3 fevereiro 2012 às 08:37
A Música Segundo Tom Jobim. Documentário de Ana Jobim e Nelson Pereira dos Santos
Foi uma curiosa opção feita pela neta do compositor e o veterano e ilustre cineasta Nelson Pereira: Eles fizeram um documentário que não nos fornece qualquer informação biográfica, não tem narrador, nem sequer identifica os que estão cantando ou interpretando a música de Jobim (o que torna o filme um quebra-cabeça com as pessoas se interrogando quem diabos é esse ai?!).
Foi uma opção narrativa (dizendo que palavras não fazem justiça a obra de Jobim), mas que rouba do filme qualquer valor cultural ou informativo. Vira apenas uma colagem de muitos momentos musicais, de origens diferentes, quase sempre de tapes estrangeiros. Prazerosos na medida em que você conhecer a obra e os interpretes do grande Jobim (1927-94).
Confesso que sou e sempre fui grande admirador dele, embora nunca tivesse a coragem de abordá-lo. Por isso o filme me tocou especialmente quando resgata uma raridade como uma sequência com Sylvia (Sylvinha) Telles que sempre foi minha musa e cantora preferida – e continua sendo – apesar de sua morte prematura em acidente de carro em 1962. O filme apresenta um número gravado pela Alemanha que eu desconhecia e apreciei muito. Assim como foi ótimo se emocionar novamente com Elis Regina (duas vezes em clipes do seu disco com Jobim), Maysa (da TV Cultura), Agostinho dos Santos (parece que também da Cultura). Enfim, o espectador tem que esperar pelo final para ver creditados os nomes das canções e dos interpretes (e como não é ainda copia em DVD, não fica fácil voltar atrás para revê-los, ou relembrar).

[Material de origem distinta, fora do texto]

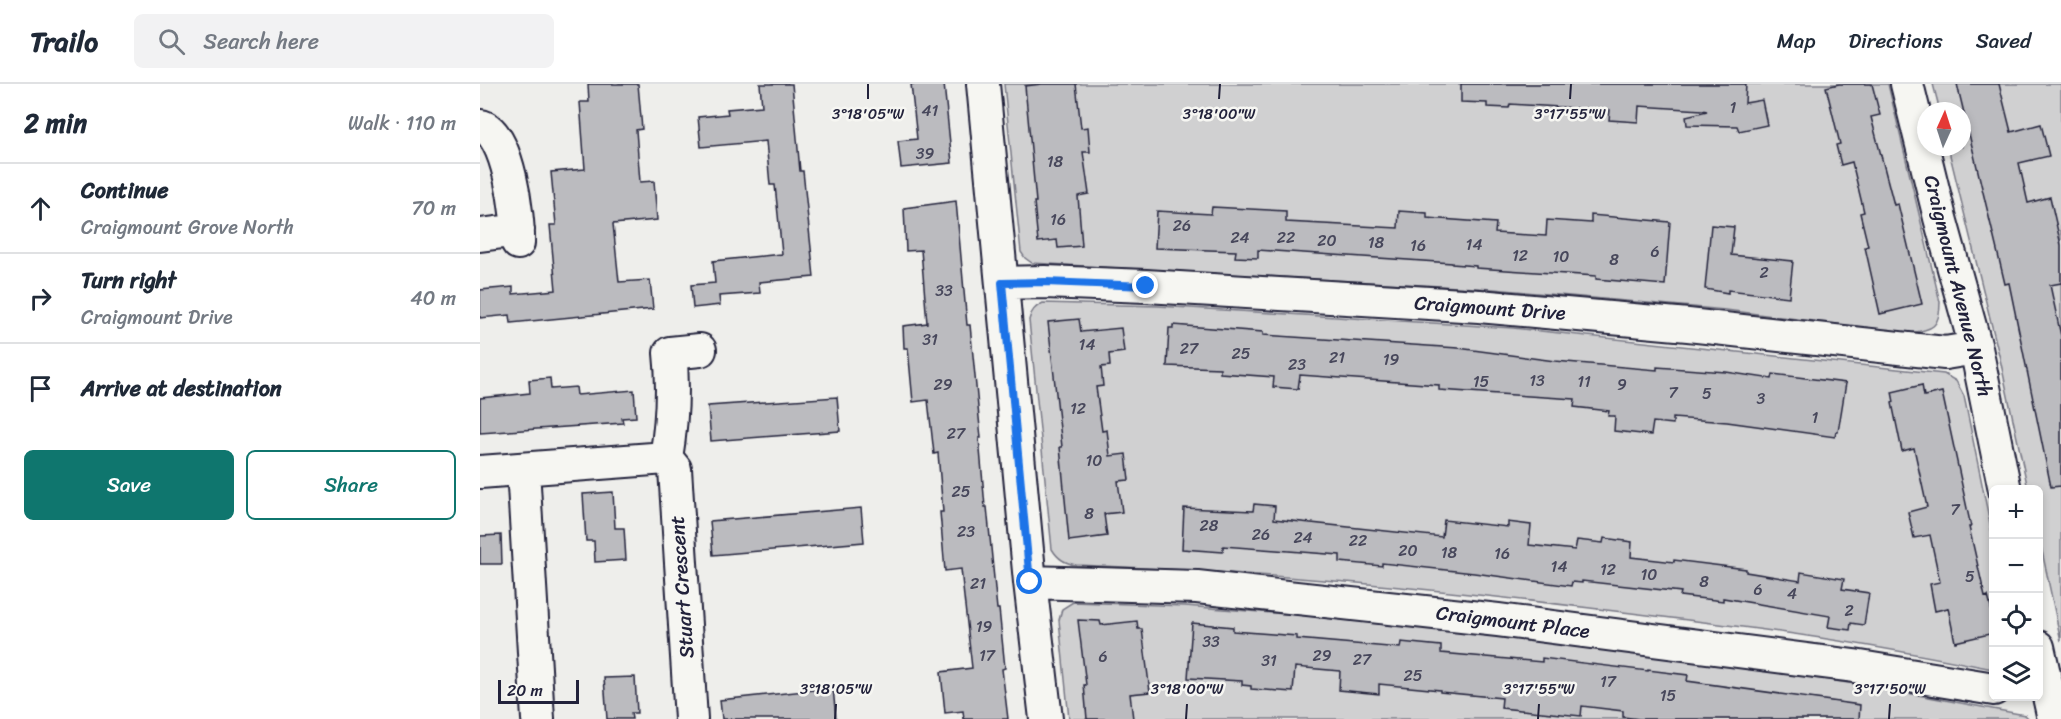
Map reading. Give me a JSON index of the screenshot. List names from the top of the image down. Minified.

A pesquisa ao menos foi longe. Temos dois números de Sinatra com Jobim, interpretações de musicas suas por Gal Costa, Alaide Costa, Sammy Davis Jr, Diana Krall, Ella Fitzgerald, Sarah Vaughan, Sabiá quando concorreu e ganhou Festival da Canção, Adriana Calcanhoto, cantores franceses (Pierre Barouh, Henri Salvador, Lio), italianos, orquestras sinfônicas, músicos de jazz e outros mais.
Começa bem com trecho antigo mostrando o velho Rio (será que é do filme Pista de Grama? Onde aparece também Elizeth Cardoso com João Gilberto ao violão?), mas não mostra nenhuma das belíssimas trilhas que Jobim fez para o cinema! São 42 músicas e a gente não sente como overdose. Mas como documentário resulta insatisfatório. O fã queria mais e melhor contado.